[Opening Material for this exercise section]
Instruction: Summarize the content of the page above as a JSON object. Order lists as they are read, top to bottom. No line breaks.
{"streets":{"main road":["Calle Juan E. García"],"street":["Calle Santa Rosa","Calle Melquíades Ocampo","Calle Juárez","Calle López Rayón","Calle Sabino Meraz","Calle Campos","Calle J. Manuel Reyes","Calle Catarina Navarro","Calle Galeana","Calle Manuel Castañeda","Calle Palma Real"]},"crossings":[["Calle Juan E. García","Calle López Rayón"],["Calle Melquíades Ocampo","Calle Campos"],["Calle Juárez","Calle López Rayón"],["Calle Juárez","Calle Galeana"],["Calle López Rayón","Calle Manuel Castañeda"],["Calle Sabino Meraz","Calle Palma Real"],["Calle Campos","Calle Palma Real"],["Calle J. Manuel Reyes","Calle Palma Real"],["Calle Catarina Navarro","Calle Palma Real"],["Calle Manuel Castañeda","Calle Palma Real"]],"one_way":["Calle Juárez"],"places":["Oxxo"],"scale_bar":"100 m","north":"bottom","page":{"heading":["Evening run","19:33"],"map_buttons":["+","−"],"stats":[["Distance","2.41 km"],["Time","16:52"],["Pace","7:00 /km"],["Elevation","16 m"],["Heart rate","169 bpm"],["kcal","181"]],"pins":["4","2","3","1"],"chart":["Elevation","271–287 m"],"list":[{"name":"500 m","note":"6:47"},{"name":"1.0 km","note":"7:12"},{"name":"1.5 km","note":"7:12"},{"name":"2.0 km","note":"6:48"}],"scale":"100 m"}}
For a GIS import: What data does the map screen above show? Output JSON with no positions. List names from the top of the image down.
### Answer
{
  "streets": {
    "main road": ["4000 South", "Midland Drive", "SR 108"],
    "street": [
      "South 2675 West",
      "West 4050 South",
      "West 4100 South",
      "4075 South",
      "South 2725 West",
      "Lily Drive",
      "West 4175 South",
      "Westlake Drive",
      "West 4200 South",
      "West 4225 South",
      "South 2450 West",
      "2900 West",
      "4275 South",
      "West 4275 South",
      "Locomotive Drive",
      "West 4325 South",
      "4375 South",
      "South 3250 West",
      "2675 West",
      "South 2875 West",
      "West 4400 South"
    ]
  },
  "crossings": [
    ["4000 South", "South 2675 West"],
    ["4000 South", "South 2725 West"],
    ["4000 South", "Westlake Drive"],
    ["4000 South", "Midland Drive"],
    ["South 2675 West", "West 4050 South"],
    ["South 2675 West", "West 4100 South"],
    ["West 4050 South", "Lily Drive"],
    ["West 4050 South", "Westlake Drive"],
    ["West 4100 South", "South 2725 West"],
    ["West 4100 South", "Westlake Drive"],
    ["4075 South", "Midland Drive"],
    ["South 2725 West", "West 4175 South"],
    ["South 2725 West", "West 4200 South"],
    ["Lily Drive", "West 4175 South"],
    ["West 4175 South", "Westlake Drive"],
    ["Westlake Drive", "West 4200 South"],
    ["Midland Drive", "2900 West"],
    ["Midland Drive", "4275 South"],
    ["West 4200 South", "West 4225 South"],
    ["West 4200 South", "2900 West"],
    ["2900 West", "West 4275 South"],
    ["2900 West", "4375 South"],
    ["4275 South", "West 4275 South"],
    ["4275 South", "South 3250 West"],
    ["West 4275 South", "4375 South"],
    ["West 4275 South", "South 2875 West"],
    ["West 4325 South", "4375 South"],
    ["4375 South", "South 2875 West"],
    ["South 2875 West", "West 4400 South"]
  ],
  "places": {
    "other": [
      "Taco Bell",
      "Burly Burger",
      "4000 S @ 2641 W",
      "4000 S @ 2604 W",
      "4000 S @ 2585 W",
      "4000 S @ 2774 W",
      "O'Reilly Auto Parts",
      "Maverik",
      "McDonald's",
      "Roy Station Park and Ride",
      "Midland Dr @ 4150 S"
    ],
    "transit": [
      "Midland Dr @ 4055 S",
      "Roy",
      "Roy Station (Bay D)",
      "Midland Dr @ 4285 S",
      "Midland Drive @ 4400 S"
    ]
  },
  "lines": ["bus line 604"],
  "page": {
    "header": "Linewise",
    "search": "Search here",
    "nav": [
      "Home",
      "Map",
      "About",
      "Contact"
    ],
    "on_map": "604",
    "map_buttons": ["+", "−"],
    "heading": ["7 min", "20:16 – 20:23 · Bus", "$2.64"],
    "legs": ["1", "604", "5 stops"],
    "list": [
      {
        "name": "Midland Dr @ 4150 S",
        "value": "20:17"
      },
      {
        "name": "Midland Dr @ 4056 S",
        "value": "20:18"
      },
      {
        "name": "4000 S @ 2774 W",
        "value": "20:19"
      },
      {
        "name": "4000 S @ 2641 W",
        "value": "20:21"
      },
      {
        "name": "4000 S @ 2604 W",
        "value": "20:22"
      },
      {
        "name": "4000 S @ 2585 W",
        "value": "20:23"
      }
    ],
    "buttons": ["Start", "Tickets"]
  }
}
[Closing Material for this exercise section]
**Instructions for the task:** Would you please give the data above again, exactly as it appears?

**Written solution:**
Instruction: Summarize the content of the page above as a JSON object. Order lists as they are read, top to bottom. No line breaks.
{"streets":{"main road":["Calle Juan E. García"],"street":["Calle Santa Rosa","Calle Melquíades Ocampo","Calle Juárez","Calle López Rayón","Calle Sabino Meraz","Calle Campos","Calle J. Manuel Reyes","Calle Catarina Navarro","Calle Galeana","Calle Manuel Castañeda","Calle Palma Real"]},"crossings":[["Calle Juan E. García","Calle López Rayón"],["Calle Melquíades Ocampo","Calle Campos"],["Calle Juárez","Calle López Rayón"],["Calle Juárez","Calle Galeana"],["Calle López Rayón","Calle Manuel Castañeda"],["Calle Sabino Meraz","Calle Palma Real"],["Calle Campos","Calle Palma Real"],["Calle J. Manuel Reyes","Calle Palma Real"],["Calle Catarina Navarro","Calle Palma Real"],["Calle Manuel Castañeda","Calle Palma Real"]],"one_way":["Calle Juárez"],"places":["Oxxo"],"scale_bar":"100 m","north":"bottom","page":{"heading":["Evening run","19:33"],"map_buttons":["+","−"],"stats":[["Distance","2.41 km"],["Time","16:52"],["Pace","7:00 /km"],["Elevation","16 m"],["Heart rate","169 bpm"],["kcal","181"]],"pins":["4","2","3","1"],"chart":["Elevation","271–287 m"],"list":[{"name":"500 m","note":"6:47"},{"name":"1.0 km","note":"7:12"},{"name":"1.5 km","note":"7:12"},{"name":"2.0 km","note":"6:48"}],"scale":"100 m"}}
For a GIS import: What data does the map screen above show? Output JSON with no positions. List names from the top of the image down.
### Answer
{
  "streets": {
    "main road": ["4000 South", "Midland Drive", "SR 108"],
    "street": [
      "South 2675 West",
      "West 4050 South",
      "West 4100 South",
      "4075 South",
      "South 2725 West",
      "Lily Drive",
      "West 4175 South",
      "Westlake Drive",
      "West 4200 South",
      "West 4225 South",
      "South 2450 West",
      "2900 West",
      "4275 South",
      "West 4275 South",
      "Locomotive Drive",
      "West 4325 South",
      "4375 South",
      "South 3250 West",
      "2675 West",
      "South 2875 West",
      "West 4400 South"
    ]
  },
  "crossings": [
    ["4000 South", "South 2675 West"],
    ["4000 South", "South 2725 West"],
    ["4000 South", "Westlake Drive"],
    ["4000 South", "Midland Drive"],
    ["South 2675 West", "West 4050 South"],
    ["South 2675 West", "West 4100 South"],
    ["West 4050 South", "Lily Drive"],
    ["West 4050 South", "Westlake Drive"],
    ["West 4100 South", "South 2725 West"],
    ["West 4100 South", "Westlake Drive"],
    ["4075 South", "Midland Drive"],
    ["South 2725 West", "West 4175 South"],
    ["South 2725 West", "West 4200 South"],
    ["Lily Drive", "West 4175 South"],
    ["West 4175 South", "Westlake Drive"],
    ["Westlake Drive", "West 4200 South"],
    ["Midland Drive", "2900 West"],
    ["Midland Drive", "4275 South"],
    ["West 4200 South", "West 4225 South"],
    ["West 4200 South", "2900 West"],
    ["2900 West", "West 4275 South"],
    ["2900 West", "4375 South"],
    ["4275 South", "West 4275 South"],
    ["4275 South", "South 3250 West"],
    ["West 4275 South", "4375 South"],
    ["West 4275 South", "South 2875 West"],
    ["West 4325 South", "4375 South"],
    ["4375 South", "South 2875 West"],
    ["South 2875 West", "West 4400 South"]
  ],
  "places": {
    "other": [
      "Taco Bell",
      "Burly Burger",
      "4000 S @ 2641 W",
      "4000 S @ 2604 W",
      "4000 S @ 2585 W",
      "4000 S @ 2774 W",
      "O'Reilly Auto Parts",
      "Maverik",
      "McDonald's",
      "Roy Station Park and Ride",
      "Midland Dr @ 4150 S"
    ],
    "transit": [
      "Midland Dr @ 4055 S",
      "Roy",
      "Roy Station (Bay D)",
      "Midland Dr @ 4285 S",
      "Midland Drive @ 4400 S"
    ]
  },
  "lines": ["bus line 604"],
  "page": {
    "header": "Linewise",
    "search": "Search here",
    "nav": [
      "Home",
      "Map",
      "About",
      "Contact"
    ],
    "on_map": "604",
    "map_buttons": ["+", "−"],
    "heading": ["7 min", "20:16 – 20:23 · Bus", "$2.64"],
    "legs": ["1", "604", "5 stops"],
    "list": [
      {
        "name": "Midland Dr @ 4150 S",
        "value": "20:17"
      },
      {
        "name": "Midland Dr @ 4056 S",
        "value": "20:18"
      },
      {
        "name": "4000 S @ 2774 W",
        "value": "20:19"
      },
      {
        "name": "4000 S @ 2641 W",
        "value": "20:21"
      },
      {
        "name": "4000 S @ 2604 W",
        "value": "20:22"
      },
      {
        "name": "4000 S @ 2585 W",
        "value": "20:23"
      }
    ],
    "buttons": ["Start", "Tickets"]
  }
}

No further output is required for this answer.